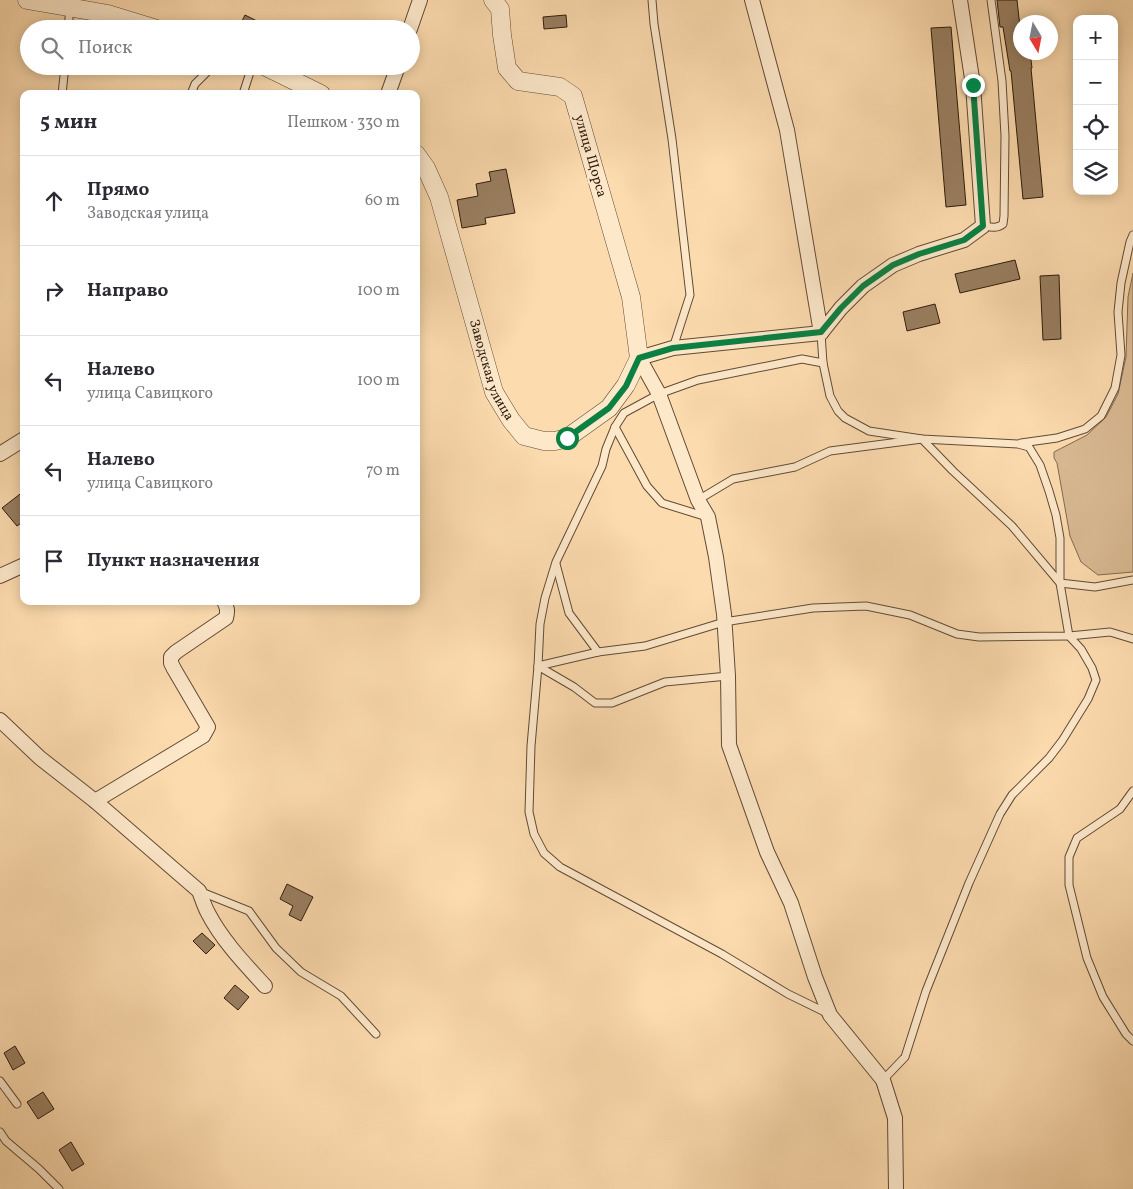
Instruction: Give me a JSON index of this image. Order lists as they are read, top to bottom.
{
  "streets": {
    "street": ["улица Щорса", "Заводская улица"]
  },
  "crossings": [
    ["улица Щорса", "Заводская улица"]
  ],
  "north": "bottom",
  "page": {
    "map_buttons": ["+", "−"],
    "search": "Поиск",
    "heading": ["5 мин", "Пешком · 330 m"],
    "list": [
      ["Прямо", "Заводская улица", "60 m"],
      ["Направо", "100 m"],
      ["Налево", "улица Савицкого", "100 m"],
      ["Налево", "улица Савицкого", "70 m"],
      "Пункт назначения"
    ]
  }
}
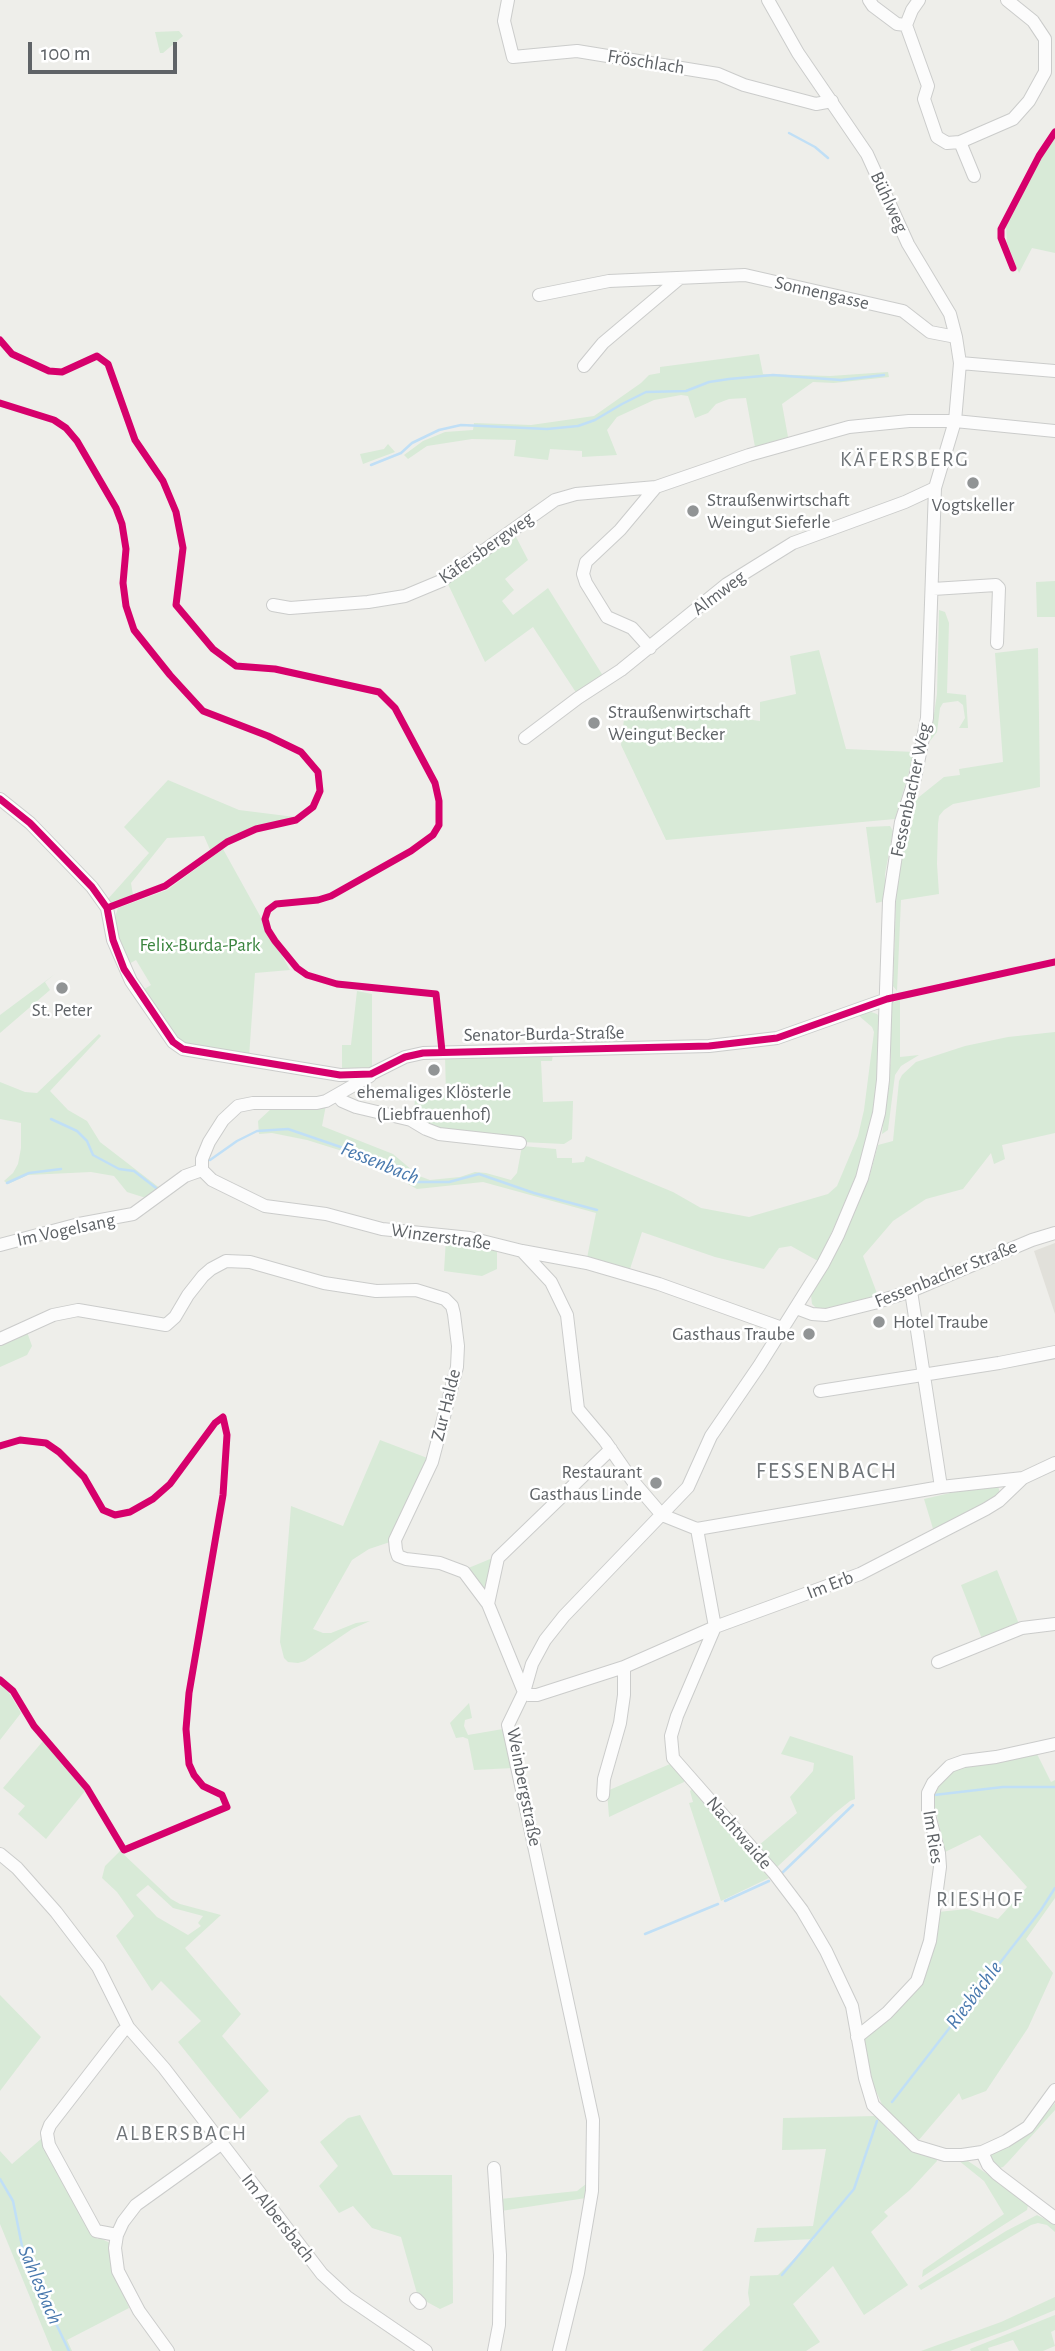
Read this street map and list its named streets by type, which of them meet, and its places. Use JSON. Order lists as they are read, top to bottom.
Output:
{
  "streets": {
    "street": [
      "Fröschlach",
      "Bühlweg",
      "Sonnengasse",
      "Käfersbergweg",
      "Almweg",
      "Fessenbacher Weg",
      "Senator-Burda-Straße",
      "Im Vogelsang",
      "Winzerstraße",
      "Fessenbacher Straße",
      "Zur Halde",
      "Im Erb",
      "Weinbergstraße",
      "Nachtwaide",
      "Im Ries",
      "Im Albersbach"
    ]
  },
  "crossings": [
    ["Fröschlach", "Bühlweg"],
    ["Bühlweg", "Sonnengasse"],
    ["Bühlweg", "Käfersbergweg"],
    ["Bühlweg", "Fessenbacher Weg"],
    ["Käfersbergweg", "Fessenbacher Weg"],
    ["Almweg", "Fessenbacher Weg"],
    ["Fessenbacher Weg", "Senator-Burda-Straße"],
    ["Fessenbacher Weg", "Fessenbacher Straße"],
    ["Fessenbacher Weg", "Weinbergstraße"],
    ["Im Vogelsang", "Winzerstraße"],
    ["Fessenbacher Straße", "Weinbergstraße"],
    ["Zur Halde", "Im Erb"],
    ["Zur Halde", "Weinbergstraße"],
    ["Im Erb", "Weinbergstraße"],
    ["Im Erb", "Nachtwaide"],
    ["Nachtwaide", "Im Ries"]
  ],
  "districts": [
    "KÄFERSBERG",
    "FESSENBACH",
    "RIESHOF",
    "ALBERSBACH"
  ],
  "water": ["Fessenbach", "Riesbächle", "Sahlesbach"],
  "parks": ["Felix-Burda-Park"],
  "places": [
    "Vogtskeller",
    "Straußenwirtschaft Weingut Sieferle",
    "Straußenwirtschaft Weingut Becker",
    "St. Peter",
    "ehemaliges Klösterle (Liebfrauenhof)",
    "Hotel Traube",
    "Gasthaus Traube",
    "Restaurant Gasthaus Linde"
  ],
  "scale_bar": "100 m"
}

============================================================

■ Assignment: Copy back, word for word, every line between the top of the material above and the line that contains "Read this street", both included, without any pictures.

■ Exercise response:
Instruction: Give me a JSON index of this image. Order lists as they are read, top to bottom.
{
  "streets": {
    "street": ["улица Щорса", "Заводская улица"]
  },
  "crossings": [
    ["улица Щорса", "Заводская улица"]
  ],
  "north": "bottom",
  "page": {
    "map_buttons": ["+", "−"],
    "search": "Поиск",
    "heading": ["5 мин", "Пешком · 330 m"],
    "list": [
      ["Прямо", "Заводская улица", "60 m"],
      ["Направо", "100 m"],
      ["Налево", "улица Савицкого", "100 m"],
      ["Налево", "улица Савицкого", "70 m"],
      "Пункт назначения"
    ]
  }
}
Read this street map and list its named streets by type, which of them meet, and its places. Use JSON. Order lists as they are read, top to bottom.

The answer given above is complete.